Agricultural literacy is a phrase used to describe programmes to promote the understanding and knowledge necessary to synthesise, analyse and communicate basic information about agriculture with students, producers, consumers and the public at large.
Such programmes focus on assisting educators and others to effectively incorporate information about agriculture into subjects being taught or examined in public and private fora in order to better understand the impact of agriculture on society.
However, my interest is in tackling agricultural literacy from the classroom where the learner would be exposed to the knowledge and understanding of not just the concept of health and environment, but their history, current economic and social significance to the people of Nigeria.
It is expected that the knowledge of food and fibre production, processing and domesticating as well as international marketing, through the instrument of the school, will eventually produce informed citizens of Nigeria who will be instrumental to the formulation and implementation of policies that would support competitive agro-business ventures.
The youth with knowledge and understanding of food and fibre system would naturally be able to synthesize, analyse and communicate basic information about agriculture such as the production of plants and animal products, its processing, the economic impact of agriculture, its societal significance, the marketing/distribution of agricultural products etc.
Making agricultural literacy mandatory from primary educational level through secondary education, irrespective of choice of course of study, no doubt, will have significant impact in the restoration and development of Nigeria’s ailing economy. This is why Gbamanja (2000) noted that the school curriculum planner in selecting contents should survey and interprete the nature of the society – its basic stable values and the areas in which it is changing to.
Gbamanja views the school as a miniature society, thus what the school teaches depends a lot on the needs and aspirations of the society.

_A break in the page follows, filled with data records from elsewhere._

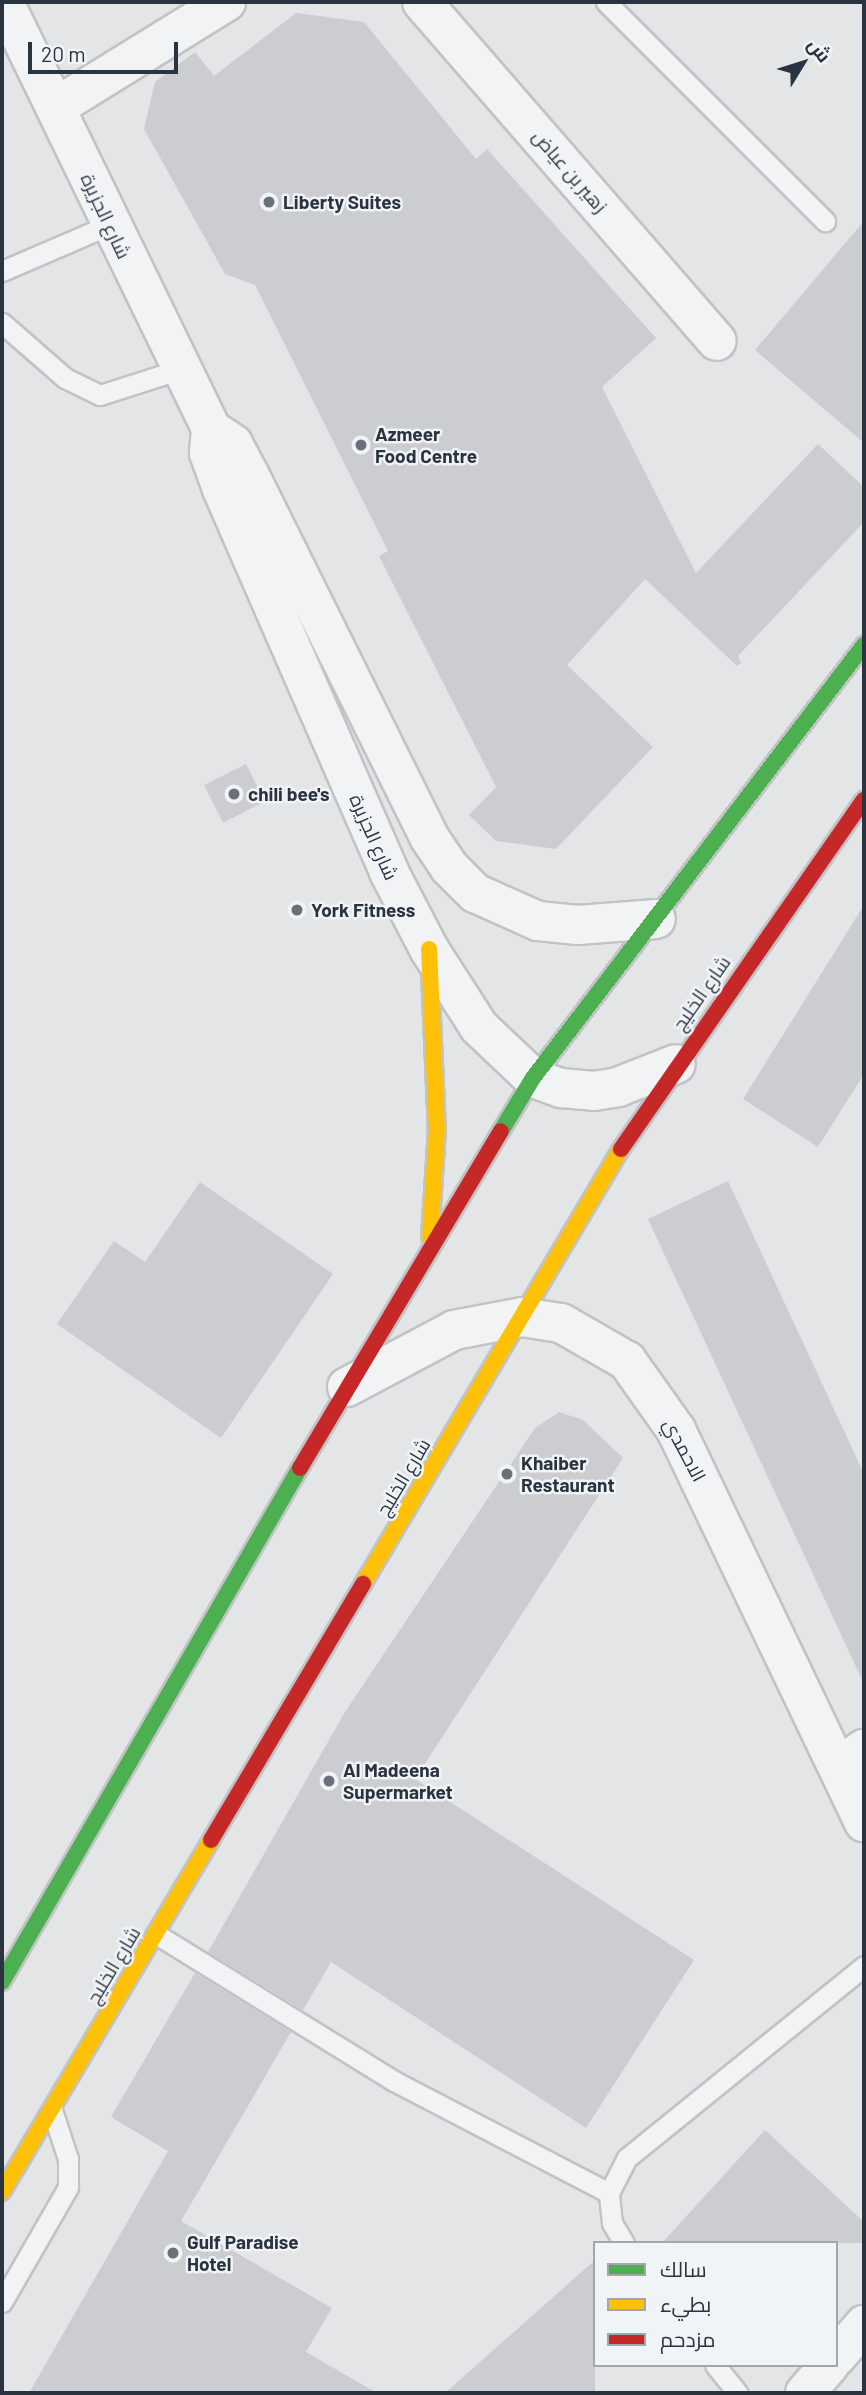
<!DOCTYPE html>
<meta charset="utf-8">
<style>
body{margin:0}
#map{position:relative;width:866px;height:2395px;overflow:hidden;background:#e3e5e7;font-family:Barlow,Cairo,sans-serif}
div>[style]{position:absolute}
.building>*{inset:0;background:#cbcdd0;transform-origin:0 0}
.roads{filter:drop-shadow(2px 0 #c1c3c5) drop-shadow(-2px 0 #c1c3c5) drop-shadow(0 2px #c1c3c5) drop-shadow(0 -2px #c1c3c5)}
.lane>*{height:19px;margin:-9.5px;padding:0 9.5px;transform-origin:9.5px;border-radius:9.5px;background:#f2f3f5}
.street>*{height:38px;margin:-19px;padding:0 19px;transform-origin:19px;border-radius:19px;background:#f2f3f5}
.fast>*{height:16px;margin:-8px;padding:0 8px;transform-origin:8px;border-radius:8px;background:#4caf50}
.slow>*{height:16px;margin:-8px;padding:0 8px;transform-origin:8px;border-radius:8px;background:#ffc107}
.jam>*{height:16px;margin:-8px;padding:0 8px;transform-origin:8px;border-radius:8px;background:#c62828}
.dots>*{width:19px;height:19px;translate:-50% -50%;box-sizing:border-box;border:4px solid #f1f4f7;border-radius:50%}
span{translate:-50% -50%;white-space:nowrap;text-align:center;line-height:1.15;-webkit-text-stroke:5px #f1f4f7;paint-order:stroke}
.street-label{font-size:19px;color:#2a3340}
.poi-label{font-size:19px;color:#2a3340;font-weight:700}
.left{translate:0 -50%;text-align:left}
.frame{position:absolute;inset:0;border:4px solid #2a3340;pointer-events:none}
.legend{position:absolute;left:593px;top:2241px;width:245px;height:126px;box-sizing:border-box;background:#f1f4f7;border:2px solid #a1a7ae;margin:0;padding:9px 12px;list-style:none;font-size:21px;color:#2a3340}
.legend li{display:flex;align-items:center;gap:14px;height:35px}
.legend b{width:35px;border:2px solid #a1a7ae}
.north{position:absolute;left:768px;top:28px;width:70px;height:70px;-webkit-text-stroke:5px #f1f4f7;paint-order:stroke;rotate:52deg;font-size:19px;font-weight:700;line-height:28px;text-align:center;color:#2a3340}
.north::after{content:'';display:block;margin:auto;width:24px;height:32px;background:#2a3340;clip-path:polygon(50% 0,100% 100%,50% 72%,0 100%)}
.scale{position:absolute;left:28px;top:42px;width:150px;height:32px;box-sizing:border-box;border:4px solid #2a3340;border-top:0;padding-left:9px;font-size:21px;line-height:24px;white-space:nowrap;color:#2a3340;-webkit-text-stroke:5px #f1f4f7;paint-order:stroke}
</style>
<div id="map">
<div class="building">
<div style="clip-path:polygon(296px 13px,364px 22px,476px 159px,487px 149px,656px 338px,602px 387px,696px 573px,818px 444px,864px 487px,864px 522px,738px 656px,741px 663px,737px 666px,645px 579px,567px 665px,653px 747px,556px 849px,496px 841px,469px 815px,496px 787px,379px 556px,388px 551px,255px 285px,225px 274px,144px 129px,155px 82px,195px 52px,214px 76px)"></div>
<div style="clip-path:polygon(864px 221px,864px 443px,755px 350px)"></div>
<div style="left:246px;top:764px;width:42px;height:47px;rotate:63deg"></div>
<div style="clip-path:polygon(864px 905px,864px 1074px,818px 1147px,743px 1099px)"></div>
<div style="clip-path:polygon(728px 1181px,864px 1474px,864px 1684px,648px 1219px)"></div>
<div style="clip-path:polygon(200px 1182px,333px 1274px,221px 1438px,57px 1324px,114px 1241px,145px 1262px)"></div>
<div style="clip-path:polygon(559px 1412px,583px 1420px,623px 1458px,415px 1779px,694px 1960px,586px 2128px,331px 1962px,303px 2010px,208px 1952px,345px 1712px,535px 1428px)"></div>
<div style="clip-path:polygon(195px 1973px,291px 2032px,181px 2221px,332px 2308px,306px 2352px,377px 2393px,29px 2393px,168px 2151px,111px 2117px)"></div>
<div style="clip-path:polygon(765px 2130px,864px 2222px,864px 2243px,662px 2243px)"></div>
<div style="clip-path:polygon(595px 2260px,595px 2393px,445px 2393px)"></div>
</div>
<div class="roads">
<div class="lane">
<div style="left:606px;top:2px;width:310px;rotate:45deg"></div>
<div style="left:2px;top:271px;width:116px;rotate:-23.3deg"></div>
<div style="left:2px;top:323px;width:84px;rotate:41.1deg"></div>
<div style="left:65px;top:378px;width:39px;rotate:26deg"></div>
<div style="left:100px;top:395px;width:85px;rotate:-17.8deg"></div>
<div style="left:156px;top:1934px;width:280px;rotate:31.7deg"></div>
<div style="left:394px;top:2081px;width:242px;rotate:27.5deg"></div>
<div style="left:624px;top:2243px;width:23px;rotate:-121deg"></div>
<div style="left:612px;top:2223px;width:30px;rotate:-96deg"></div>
<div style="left:609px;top:2193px;width:39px;rotate:-63deg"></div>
<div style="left:627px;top:2158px;width:305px;rotate:-39deg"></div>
<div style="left:2px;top:2302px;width:133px;rotate:-60.1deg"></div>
<div style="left:68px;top:2187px;width:28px;rotate:-90deg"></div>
<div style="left:68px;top:2159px;width:52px;rotate:-108.1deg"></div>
<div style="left:715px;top:2365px;width:36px;rotate:51deg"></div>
</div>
<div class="street">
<div style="left:4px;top:2px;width:475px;rotate:64.1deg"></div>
<div style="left:211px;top:429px;width:27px;rotate:34deg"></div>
<div style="left:233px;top:444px;width:36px;rotate:62deg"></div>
<div style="left:250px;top:476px;width:403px;rotate:63.6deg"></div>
<div style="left:429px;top:837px;width:36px;rotate:56deg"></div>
<div style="left:449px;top:867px;width:37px;rotate:45deg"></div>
<div style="left:475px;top:893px;width:69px;rotate:24deg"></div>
<div style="left:538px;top:921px;width:40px;rotate:5.7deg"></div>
<div style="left:578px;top:925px;width:78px;rotate:-4.4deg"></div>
<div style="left:422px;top:2px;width:449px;rotate:49deg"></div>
<div style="left:56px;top:107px;width:200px;rotate:-31.7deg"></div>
<div style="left:211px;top:429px;width:24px;rotate:95deg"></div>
<div style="left:209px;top:453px;width:38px;rotate:70deg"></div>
<div style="left:222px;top:489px;width:418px;rotate:66.4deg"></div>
<div style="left:389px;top:872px;width:87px;rotate:62.5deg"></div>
<div style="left:429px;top:949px;width:93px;rotate:57.3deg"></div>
<div style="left:479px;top:1027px;width:74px;rotate:43.4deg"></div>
<div style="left:533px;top:1078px;width:30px;rotate:20deg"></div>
<div style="left:561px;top:1088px;width:33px;rotate:5deg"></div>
<div style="left:594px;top:1091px;width:24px;rotate:-9deg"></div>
<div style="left:618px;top:1087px;width:62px;rotate:-21.6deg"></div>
<div style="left:347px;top:1387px;width:121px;rotate:-28deg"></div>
<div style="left:454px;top:1330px;width:69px;rotate:-10.8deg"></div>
<div style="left:522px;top:1317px;width:39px;rotate:9deg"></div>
<div style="left:561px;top:1323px;width:76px;rotate:29.9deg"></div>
<div style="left:627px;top:1361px;width:85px;rotate:54.6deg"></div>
<div style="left:676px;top:1430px;width:435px;rotate:64.4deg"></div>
<div style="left:838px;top:1767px;width:32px;rotate:-35deg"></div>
<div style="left:836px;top:2357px;width:43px;rotate:-48.8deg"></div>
<div style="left:805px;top:2393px;width:37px;rotate:-49deg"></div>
</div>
<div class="fast">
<div style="left:501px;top:1131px;width:62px;rotate:-58.9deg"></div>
<div style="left:533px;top:1078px;width:545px;rotate:-52.6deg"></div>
<div style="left:2px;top:1982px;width:594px;rotate:-59.9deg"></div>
</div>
<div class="slow">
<div style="left:429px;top:949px;width:180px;rotate:87.5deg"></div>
<div style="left:437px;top:1129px;width:108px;rotate:93.7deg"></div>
<div style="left:363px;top:1584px;width:506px;rotate:-59.33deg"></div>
<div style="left:2px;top:2192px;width:409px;rotate:-59.3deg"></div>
</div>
<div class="jam">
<div style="left:621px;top:1149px;width:425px;rotate:-55.2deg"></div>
<div style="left:300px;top:1468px;width:392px;rotate:-59.2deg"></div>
<div style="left:211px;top:1840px;width:298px;rotate:-59.3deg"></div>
</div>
</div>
<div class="dots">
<div style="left:269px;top:202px;background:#6b717a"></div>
<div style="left:361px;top:445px;background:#6b717a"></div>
<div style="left:234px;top:794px;background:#6b717a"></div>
<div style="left:297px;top:910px;background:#6b717a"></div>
<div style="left:507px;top:1474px;background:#6b717a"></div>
<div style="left:329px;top:1781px;background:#6b717a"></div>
<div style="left:173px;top:2253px;background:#6b717a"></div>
</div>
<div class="street-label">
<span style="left:570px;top:171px;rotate:49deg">زهير بن عياض</span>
<span style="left:106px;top:216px;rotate:65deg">شارع الجزيرة</span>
<span style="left:374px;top:837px;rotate:66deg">شارع الجزيرة</span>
<span style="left:701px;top:993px;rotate:-55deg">شارع الخليج</span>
<span style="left:685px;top:1450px;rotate:62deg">الاحمدي</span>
<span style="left:403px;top:1477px;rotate:-59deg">شارع الخليج</span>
<span style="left:113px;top:1965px;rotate:-59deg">شارع الخليج</span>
</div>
<div class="poi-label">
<span class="left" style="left:283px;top:202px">Liberty Suites</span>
<span class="left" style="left:375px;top:445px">Azmeer<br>Food Centre</span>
<span class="left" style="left:248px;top:794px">chili bee's</span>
<span class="left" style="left:311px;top:910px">York Fitness</span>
<span class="left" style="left:521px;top:1474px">Khaiber<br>Restaurant</span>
<span class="left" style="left:343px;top:1781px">Al Madeena<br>Supermarket</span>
<span class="left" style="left:187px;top:2253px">Gulf Paradise<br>Hotel</span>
</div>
<div class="frame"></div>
<ul class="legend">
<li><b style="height:9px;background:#4caf50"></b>سالك</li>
<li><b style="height:9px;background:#ffc107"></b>بطيء</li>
<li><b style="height:9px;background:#c62828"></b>مزدحم</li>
</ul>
<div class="north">ش</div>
<div class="scale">20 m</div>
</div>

Nigeria at the moment, is talking, preaching and dreaming agriculture, while individuals are encouraged to avail themselves of the opportunity provided by the prevailing economic meltdown in the country to launch into agriculture.
I am of the opinion that all the talks about reverting to agriculture as the mainstay of Nigeria’s economy would amount to naught if no concrete effort is made to have every child that passes through primary and secondary education in Nigeria, know about agriculture.
Nigeria’s recovery from the impact of the fall of price of crude oil that had for decades, boosted its foreign reserve, will definitely not be sudden. It will really call for an orderly arrangement of series of courses and supporting activities designed to help young Nigerians rediscover themselves.